Çocukluğuma dair burnumdan gitmeyen iki koku var. Biri; sobanın üzerinde kış günleri kızarttığımız kestane kebabın kokusu, diğeri ise sabah kahvaltı masasını saran salamura zeytinin o beni benden alan; keskin, iştah açıcı kokusu.
Memur çocuğuyum ; tek bir meskenim olmadı benim. Tayin edildikçe babam, o il senin, bu ilçe benim gezdik durduk. Çok sayıda insan tanıdık, çok sayıda kültürle iç içe geçtik. Nerelisin? diyenlere tek kelimeyle Ankara, İstanbul, Ağrı, Karslıyım diyemedim. ”Nerelisin ?” sorusunun yanıtı “Türkiyeliyim” oldu bende.
Dolayısıyla farklı coğrafyalara ait farklı lezzetleri de tanıdım zaman içerisinde. Ancak kim derdi ki; dönüp dolaşıp beni benden alan, o sabah kahvaltılarının vazgeçilmez lezzeti, ekmeğime katığım; yeşili, kırması, tuzlusu, tuzsuzu, selesi, salamurası olan zeytinin anavatanına yerleşip, bir de zeytin üzerine çalışan bir fabrikada 4 yıl boyunca görev alacağım.
Hayat işte bazen tesadüflerden ibarettir derler de inanmayız çoğumuz.
Çalıştığım firmamla yollarımız 2016 Nisan ayında kesişti . Son olarak 11 yıl boyunca Ankara’da haber editörü olarak görev yaptığım televizyon kanalından ani bir kararla istifa edip, daha önce hiç gelmediğim Didim’e yerleşme kararını almamla başladı Ege serüvenim.

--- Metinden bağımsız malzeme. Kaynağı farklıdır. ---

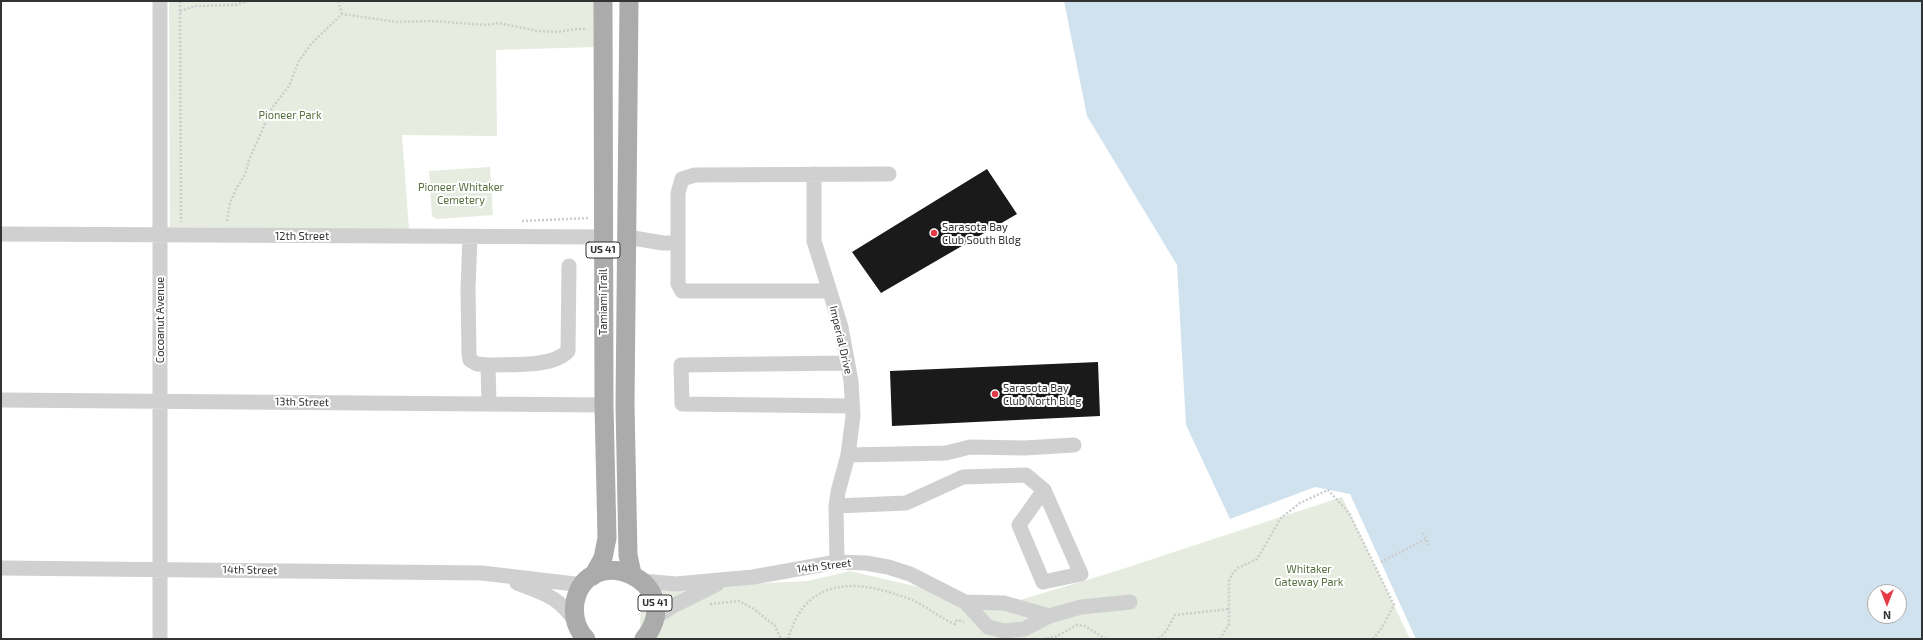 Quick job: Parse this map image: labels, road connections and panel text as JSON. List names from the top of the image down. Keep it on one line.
{"streets":{"main road":["US 41","Tamiami Trail"],"street":["12th Street","Cocoanut Avenue","Imperial Drive","13th Street","14th Street"]},"crossings":[["12th Street","Tamiami Trail"],["12th Street","Cocoanut Avenue"],["US 41","14th Street"],["Tamiami Trail","13th Street"],["Tamiami Trail","14th Street"],["Cocoanut Avenue","13th Street"],["Cocoanut Avenue","14th Street"],["Imperial Drive","14th Street"]],"parks":["Pioneer Park","Pioneer Whitaker Cemetery","Whitaker Gateway Park"],"places":["Sarasota Bay Club South Bldg","Sarasota Bay Club North Bldg"],"north":"bottom"} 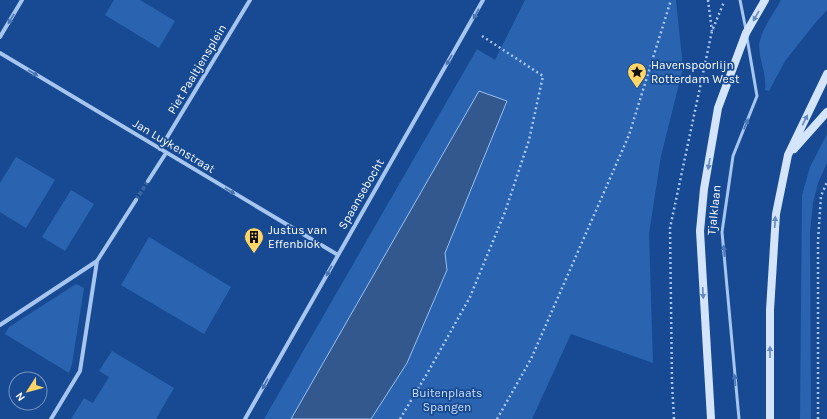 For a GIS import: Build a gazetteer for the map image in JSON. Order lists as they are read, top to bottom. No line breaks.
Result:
{"streets":{"main road":["Tjalklaan"],"street":["Piet Paaltjensplein","Jan Luykenstraat","Spaansebocht"]},"crossings":[["Piet Paaltjensplein","Jan Luykenstraat"],["Jan Luykenstraat","Spaansebocht"]],"one_way":["Jan Luykenstraat","Spaansebocht"],"parks":["Buitenplaats Spangen"],"places":{"place":["Havenspoorlijn Rotterdam West"],"building":["Justus van Effenblok"]},"north":"bottom left"} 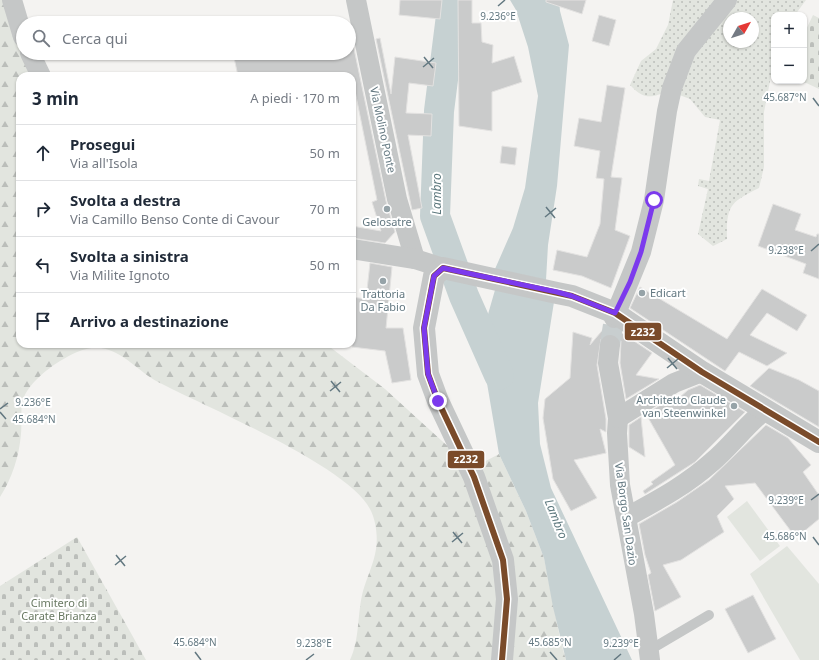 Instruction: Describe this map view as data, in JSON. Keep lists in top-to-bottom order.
{
  "streets": {
    "street": ["Via Molino Ponte", "Via Borgo San Dazio"]
  },
  "water": ["Lambro"],
  "parks": ["Cimitero di Carate Brianza"],
  "places": [
    "Gelosatre",
    "Trattoria Da Fabio",
    "Edicart",
    "Architetto Claude van Steenwinkel"
  ],
  "lines": ["transit line z232"],
  "north": "top right",
  "page": {
    "map_buttons": ["+", "−"],
    "search": "Cerca qui",
    "heading": ["3 min", "A piedi · 170 m"],
    "list": [
      ["Prosegui", "Via all'Isola", "50 m"],
      ["Svolta a destra", "Via Camillo Benso Conte di Cavour", "70 m"],
      ["Svolta a sinistra", "Via Milite Ignoto", "50 m"],
      "Arrivo a destinazione"
    ]
  },
  "coordinates": [
    "9.236°E",
    "45.687°N",
    "9.238°E",
    "45.684°N",
    "9.239°E",
    "45.686°N",
    "45.685°N"
  ]
}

Bir çoğu için emeklilik hayali olan küçük sahil kasabası fikrini ben 40’lı yaşlarda gerçekleştirmiş oldum böylelikle. Deniz, güneş, doğa her şey muhteşemdi ilk birkaç ay. İlk birkaç ay diyorum çünkü mevsim yazdı, tatilin tadını doyasıya çıkarmak güzeldi, cepte de birkaç kuruş paramız vardı. Hayat bize güzeldi anlayacağınız. Ancak hazıra dağ dayanmaz tabi, birikimler yavaş yavaş erimeye başlayınca iş arayışına girdim ister istemez. İşte o zaman bir zamanlar sadece sabah kahvaltılarımın vazgeçilmez lezzeti zeytini ve maharetlerini daha yakından tanıma fırsatını yakaladım
Kurumsal iletişim yöneticisi unvanıyla girdiğim firma, Türkiye’nin en büyük yerli üretim kontinü sistem zeytinyağı makinalarını yapıyordu. Dalından toplanmasıyla başlayan zeytinin o muhteşem serüvenine her aşamasıyla tanık olma fırsatını da bu sayede yakalamış oldum. Sağlığımıza değen bu sihirli değneğin hangi ellerde oluşup insan hayatıyla nasıl buluştuğunu görmek inanın dünyanın en güzel filmini izlemek gibiydi benim için .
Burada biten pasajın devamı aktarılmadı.